Saturday, September 12, 2009

Reading My Own Novel--A Lesson in What Happens When You're Not Looking


The week I got my first copy of my new novel, Qualities of Light, I was like a raft floating in serene blue water. It had happened at last. Holding it in my hands was a thrill. I didn't even open it for a few minutes. Then I gave myself two days and read it cover to cover.

A wonderful editor accepted the book and a wonderful press has published it, but I spent a year trying to sell it before that happened. I'd kept notes from agents and editors who'd seen the manuscript that difficult year. These agents and editors sent me brief or beautiful rejection letters--and I kept many of them. The helpful ones encouraged me. The agents and editors who were kind enough to take time from their busy workdays to tell me why they rejected my manuscript, what they'd recommend changing. This kind of information is gold to the writer struggling to publish.

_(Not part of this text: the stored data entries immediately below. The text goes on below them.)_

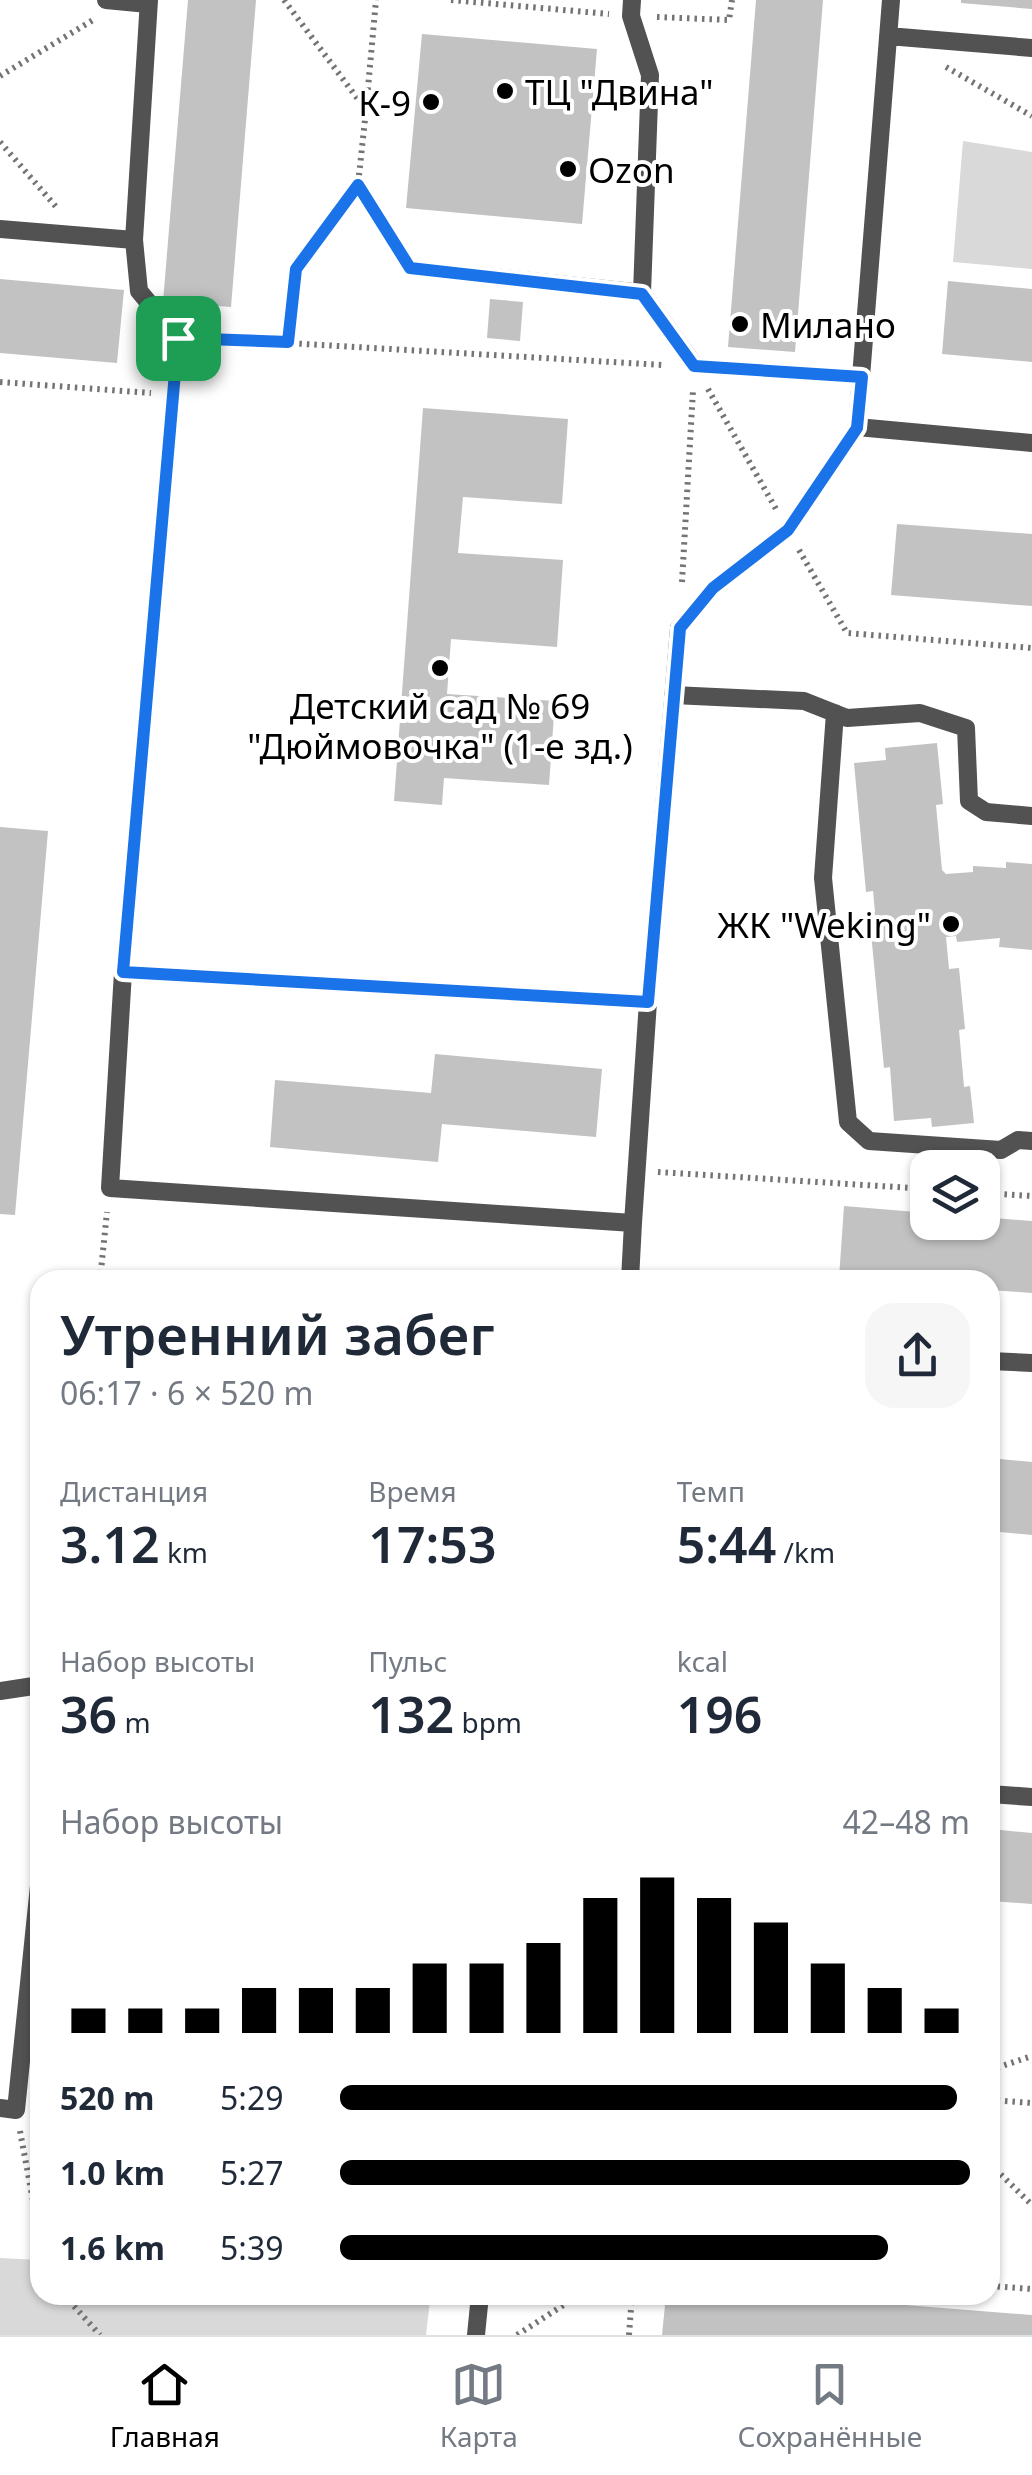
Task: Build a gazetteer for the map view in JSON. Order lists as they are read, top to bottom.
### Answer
{
  "places": [
    "ТЦ \"Двина\"",
    "К-9",
    "Ozon",
    "Милано",
    "Детский сад № 69 \"Дюймовочка\" (1-е зд.)",
    "ЖК \"Weking\""
  ],
  "page": {
    "heading": ["Утренний забег", "06:17 · 6 × 520 m"],
    "stats": [
      ["Дистанция", "3.12 km"],
      ["Время", "17:53"],
      ["Темп", "5:44 /km"],
      ["Набор высоты", "36 m"],
      ["Пульс", "132 bpm"],
      ["kcal", "196"]
    ],
    "chart": ["Набор высоты", "42–48 m"],
    "list": [
      {
        "name": "520 m",
        "note": "5:29"
      },
      {
        "name": "1.0 km",
        "note": "5:27"
      },
      {
        "name": "1.6 km",
        "note": "5:39"
      }
    ],
    "tabs": ["Главная", "Карта", "Сохранённые"]
  }
}
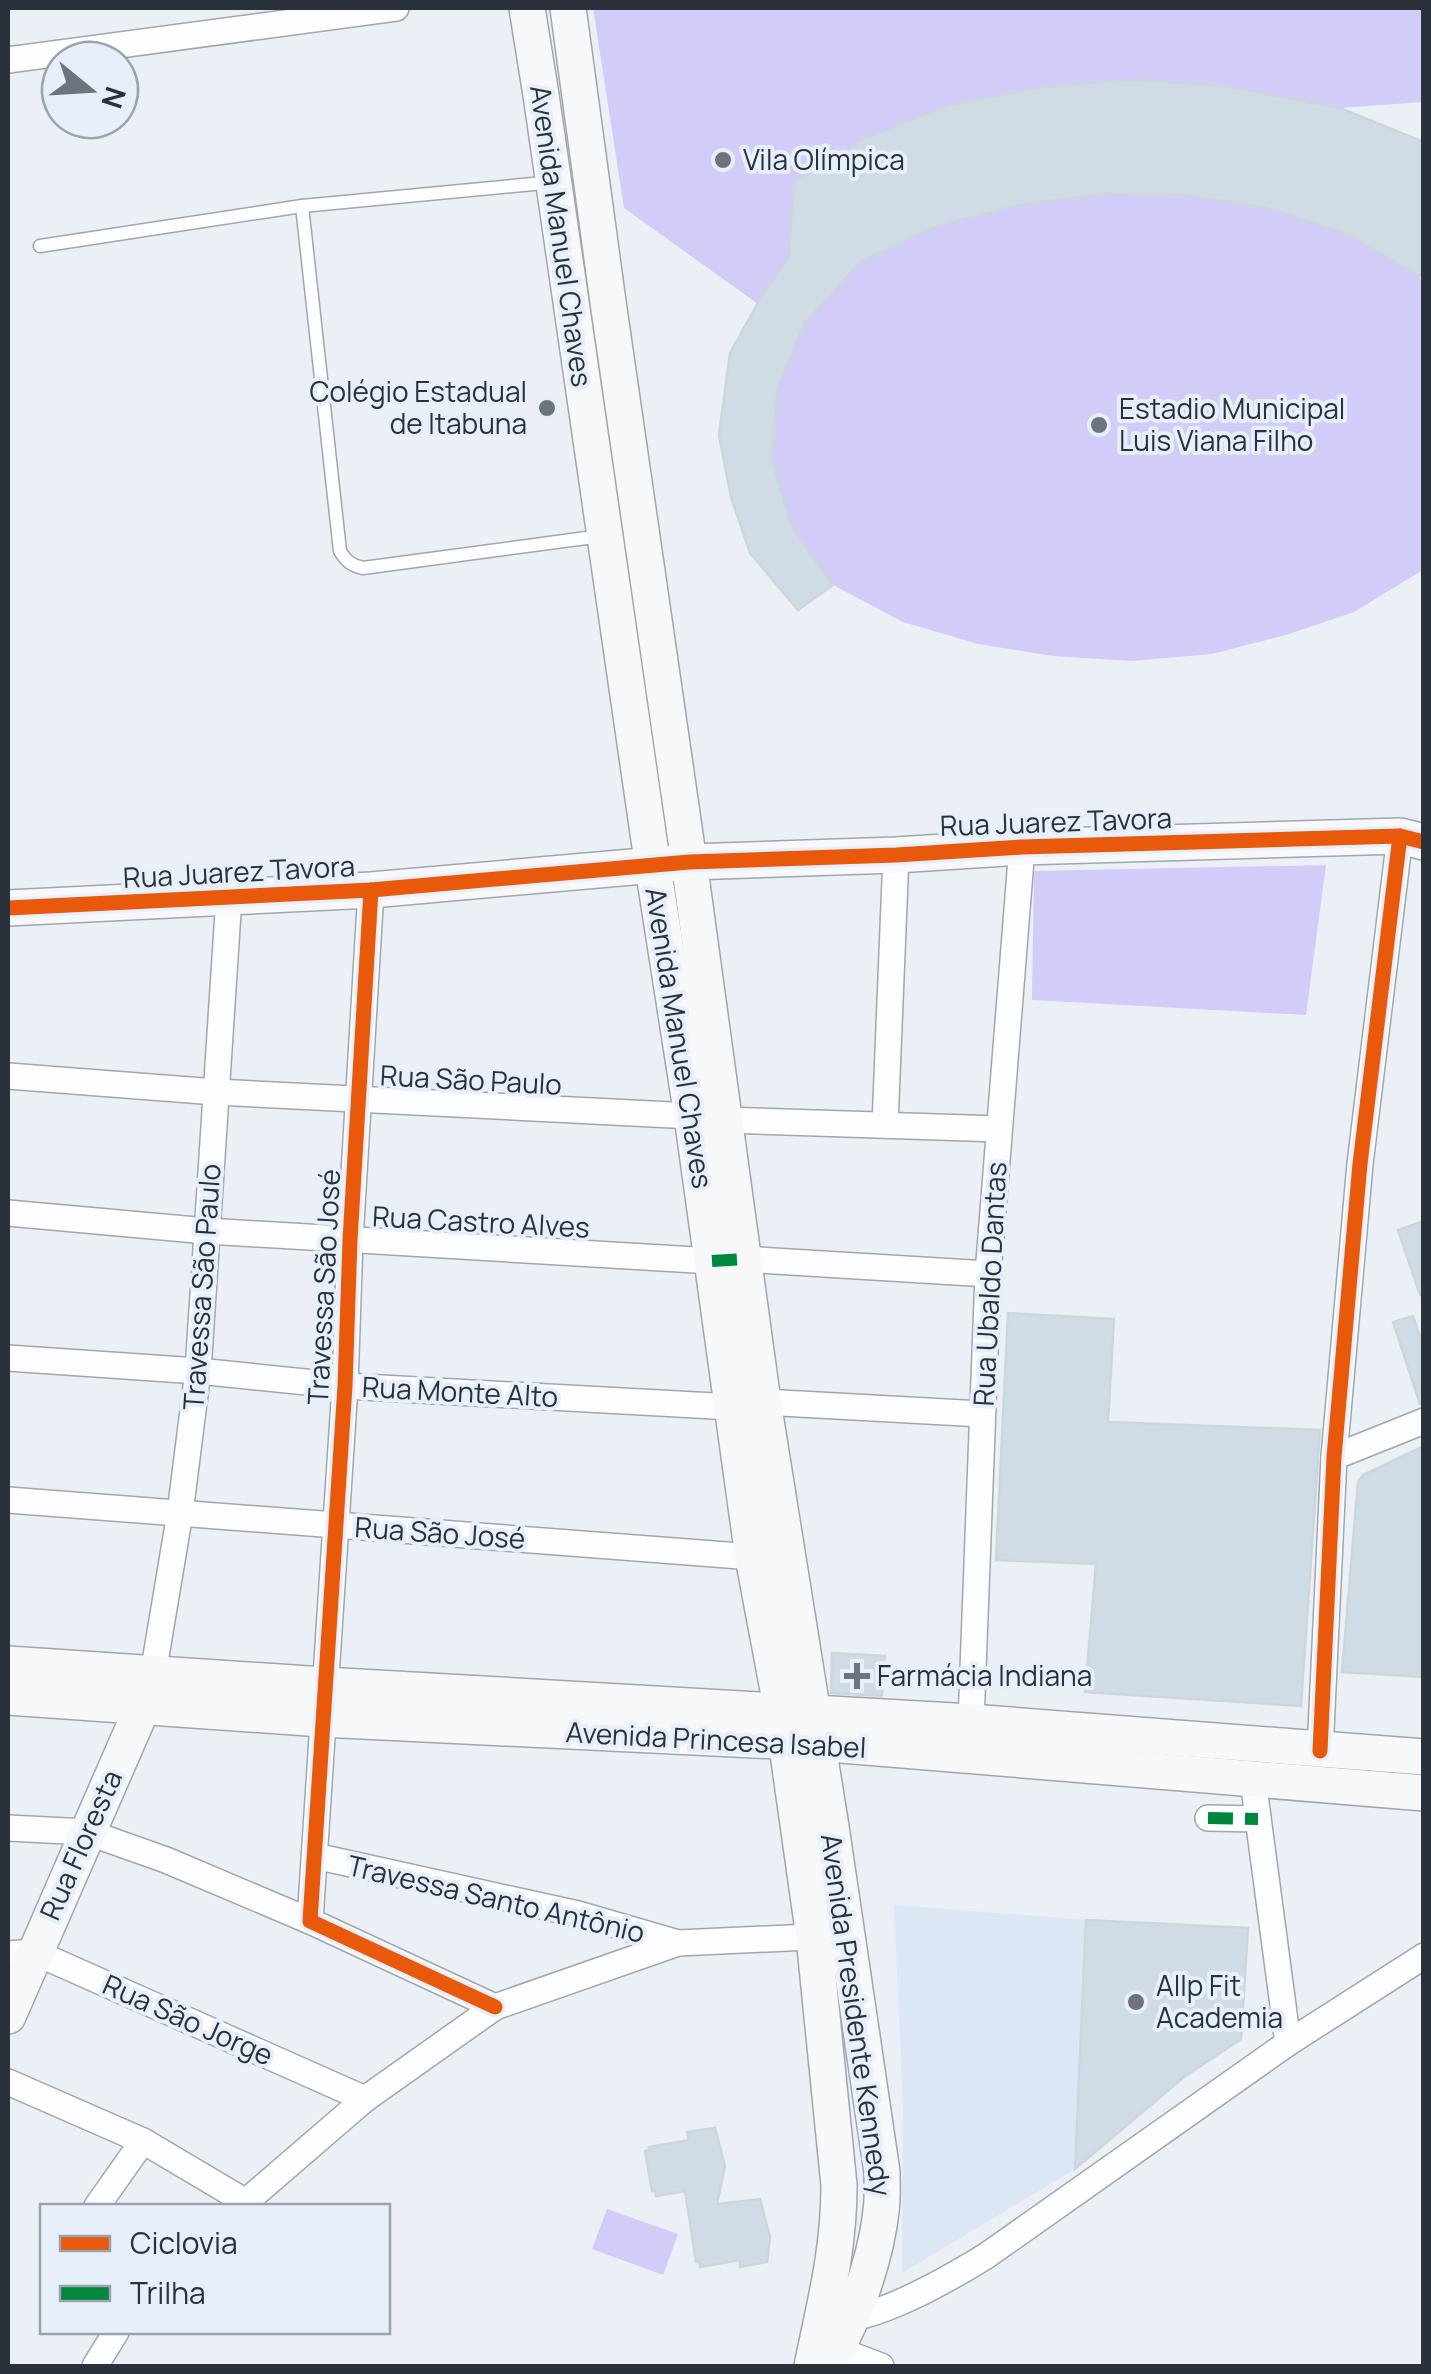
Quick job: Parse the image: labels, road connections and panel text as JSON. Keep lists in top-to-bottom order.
{
  "streets": {
    "main road": [
      "Avenida Manuel Chaves",
      "Rua Juarez Tavora",
      "Avenida Princesa Isabel",
      "Rua Floresta",
      "Avenida Presidente Kennedy"
    ],
    "street": [
      "Rua São Paulo",
      "Rua Castro Alves",
      "Rua Ubaldo Dantas",
      "Travessa São Paulo",
      "Travessa São José",
      "Rua Monte Alto",
      "Rua São José",
      "Travessa Santo Antônio",
      "Rua São Jorge"
    ]
  },
  "crossings": [
    ["Avenida Manuel Chaves", "Rua Juarez Tavora"],
    ["Avenida Manuel Chaves", "Rua São Paulo"],
    ["Avenida Manuel Chaves", "Rua Castro Alves"],
    ["Avenida Manuel Chaves", "Rua Monte Alto"],
    ["Avenida Manuel Chaves", "Rua São José"],
    ["Avenida Manuel Chaves", "Avenida Princesa Isabel"],
    ["Avenida Manuel Chaves", "Avenida Presidente Kennedy"],
    ["Rua Juarez Tavora", "Rua Ubaldo Dantas"],
    ["Rua Juarez Tavora", "Travessa São Paulo"],
    ["Rua Juarez Tavora", "Travessa São José"],
    ["Rua São Paulo", "Rua Ubaldo Dantas"],
    ["Rua São Paulo", "Travessa São Paulo"],
    ["Rua São Paulo", "Travessa São José"],
    ["Rua Castro Alves", "Rua Ubaldo Dantas"],
    ["Rua Castro Alves", "Travessa São Paulo"],
    ["Rua Castro Alves", "Travessa São José"],
    ["Rua Ubaldo Dantas", "Rua Monte Alto"],
    ["Rua Ubaldo Dantas", "Avenida Princesa Isabel"],
    ["Travessa São Paulo", "Rua Monte Alto"],
    ["Travessa São Paulo", "Rua São José"],
    ["Travessa São Paulo", "Avenida Princesa Isabel"],
    ["Travessa São Paulo", "Rua Floresta"],
    ["Travessa São José", "Rua Monte Alto"],
    ["Travessa São José", "Rua São José"],
    ["Travessa São José", "Avenida Princesa Isabel"],
    ["Avenida Princesa Isabel", "Rua Floresta"],
    ["Avenida Princesa Isabel", "Avenida Presidente Kennedy"],
    ["Rua Floresta", "Rua São Jorge"]
  ],
  "places": {
    "other": [
      "Vila Olímpica",
      "Colégio Estadual de Itabuna",
      "Estadio Municipal Luis Viana Filho",
      "Allp Fit Academia"
    ],
    "health": ["Farmácia Indiana"]
  },
  "legend": ["Ciclovia", "Trilha"],
  "north": "right"
}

The most constant comment: "Begin the story in chapter 5." Chapter 5 is where the main character begins to fall in love. I couldn't figure out why everyone thought this was the main story of the novel. To me, the main story is the complex relationship Molly has with her artist father. But everyone else disagreed.

Eventually, I heeded the advice. The last helpful editor sent me detailed suggestions, including the now-familiar "Begin with chapter 5." So I jettisoned the first four chapters. I put them into my "extras" file on my computer and wove the best bits into other chapters. Now the book starts right in with the love tangle instead of the family tangle.

Rereading it this week, I saw why it works. As deeply as I was interested in the family tangle, most readers love a love story. That's what they wanted.

Why We Writers Need Readers
These agents and editors--and my writing partner and writing groups--did me a great service. Their comments forced me to go back to what I was originally excited about in this novel when I began writing it nine years ago. It was the unlikely romance. The family tangle came later, when I was searching for a subplot to give tension to the story.

Once I rediscovered, via helpful advice, the real center of my story and rearranged it accordingly, I sold it within a month.

We writers want to keep our ideas "pure" and untouched by others' opinions. This is downright snobby, a typical ego-driven artist viewpoint. I'm there often, and it never serves me. Most readers, if they're intelligent and kind, will point the writer back to her original focus. They will help the writer weed out the sidetracks that don't serve the story.

This Week's Writing Exercise
Make a list of feedback you've gotten so far about your book. What's the most consistent comment? Is it, like with my novel, to begin somewhere else, with another focus? Why have you listened or not listened to this feedback? What has changed in your writing because of it?

Then make a list of the readers in your life--people who have read your work and given you feedback. Send the most important one a thank-you note. Tell her or him why you appreciate the feedback, what it's taught you.